- Born: 1916 Arizona
- Died: April 26, 1984 (aged 67–68) Cincinnati, Ohio
- Education: Wellesley College University of Chicago Yale University
- Scientific career
- Workplaces: NASA

= Jocelyn Gill =

American astronomer

Jocelyn Gill (1916-April 26, 1984) was an American astronomer who worked for NASA.

==Biography==
Jocelyn R. Gill graduated from Wellesley College in 1938. She worked at Mount Holyoke College as a laboratory assistant and instructor of astronomy, before being hired at the Massachusetts Institute of Technology and receiving her PhD at Yale University in 1959. Gill was an instructor and assistant professor at Smith College from 1945 to 1952, an associate professor of mathematics and astronomy at Arizona State University from 1959 to 1960, and an astronomy research assistant at Yale University. Gill joined NASA in 1961 where she worked on the crewed space program, carried out research, held the position of chief of in-flight science from 1963 to 1966, and worked on Project Gemini. She participated in a solar eclipse flight in July 1963 on which she observed the Sun's corona and aimed to teach the astronauts travelling with her about astronomy; a field they were not otherwise required to be knowledgeable in.
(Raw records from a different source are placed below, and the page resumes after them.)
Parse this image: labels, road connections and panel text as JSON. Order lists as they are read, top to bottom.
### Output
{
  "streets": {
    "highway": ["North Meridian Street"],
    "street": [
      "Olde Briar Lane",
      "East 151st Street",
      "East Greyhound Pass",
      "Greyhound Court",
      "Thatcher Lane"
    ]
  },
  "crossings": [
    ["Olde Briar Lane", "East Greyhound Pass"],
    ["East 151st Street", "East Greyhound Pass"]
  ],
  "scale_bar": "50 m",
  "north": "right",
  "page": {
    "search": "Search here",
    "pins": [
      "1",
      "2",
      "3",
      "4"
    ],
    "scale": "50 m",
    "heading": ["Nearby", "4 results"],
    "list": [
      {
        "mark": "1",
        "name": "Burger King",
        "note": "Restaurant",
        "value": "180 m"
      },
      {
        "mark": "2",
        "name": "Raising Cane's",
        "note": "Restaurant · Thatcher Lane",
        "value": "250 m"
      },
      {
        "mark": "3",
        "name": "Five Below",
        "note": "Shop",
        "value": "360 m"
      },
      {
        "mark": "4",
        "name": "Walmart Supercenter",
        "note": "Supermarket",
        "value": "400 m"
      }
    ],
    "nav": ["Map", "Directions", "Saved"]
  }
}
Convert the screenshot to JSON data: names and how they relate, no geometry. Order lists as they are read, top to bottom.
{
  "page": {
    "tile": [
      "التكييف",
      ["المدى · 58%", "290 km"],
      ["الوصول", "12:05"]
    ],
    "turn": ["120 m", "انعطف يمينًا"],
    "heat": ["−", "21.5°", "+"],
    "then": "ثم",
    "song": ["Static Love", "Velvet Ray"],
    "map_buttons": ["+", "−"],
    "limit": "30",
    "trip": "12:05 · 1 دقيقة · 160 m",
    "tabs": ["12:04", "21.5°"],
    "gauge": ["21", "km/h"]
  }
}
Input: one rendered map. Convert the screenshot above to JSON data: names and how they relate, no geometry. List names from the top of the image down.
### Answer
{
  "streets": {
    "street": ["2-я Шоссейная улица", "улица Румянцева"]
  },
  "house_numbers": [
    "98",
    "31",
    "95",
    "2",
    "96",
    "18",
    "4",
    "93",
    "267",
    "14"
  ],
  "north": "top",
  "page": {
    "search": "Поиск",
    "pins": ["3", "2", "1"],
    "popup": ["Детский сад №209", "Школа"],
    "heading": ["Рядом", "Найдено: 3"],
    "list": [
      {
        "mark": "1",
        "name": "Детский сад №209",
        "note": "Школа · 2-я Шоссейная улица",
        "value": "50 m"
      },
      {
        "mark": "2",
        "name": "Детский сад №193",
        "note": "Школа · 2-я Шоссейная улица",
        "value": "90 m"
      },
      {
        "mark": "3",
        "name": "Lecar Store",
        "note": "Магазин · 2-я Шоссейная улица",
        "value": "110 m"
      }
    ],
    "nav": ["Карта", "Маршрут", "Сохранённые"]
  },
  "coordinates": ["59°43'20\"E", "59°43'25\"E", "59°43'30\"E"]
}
Gill researched celestial mechanics, numerical analysis of satellite orbits, and the motion of Triton.

Gill was a fellow of the American Association for the Advancement of Science and received the Federal Women's Award in 1966. Gill was diagnosed with multiple sclerosis and in 1966 received an award from the National Multiple Sclerosis Society for being their woman of the year. She died of the disease in April 1984 at the age of 67.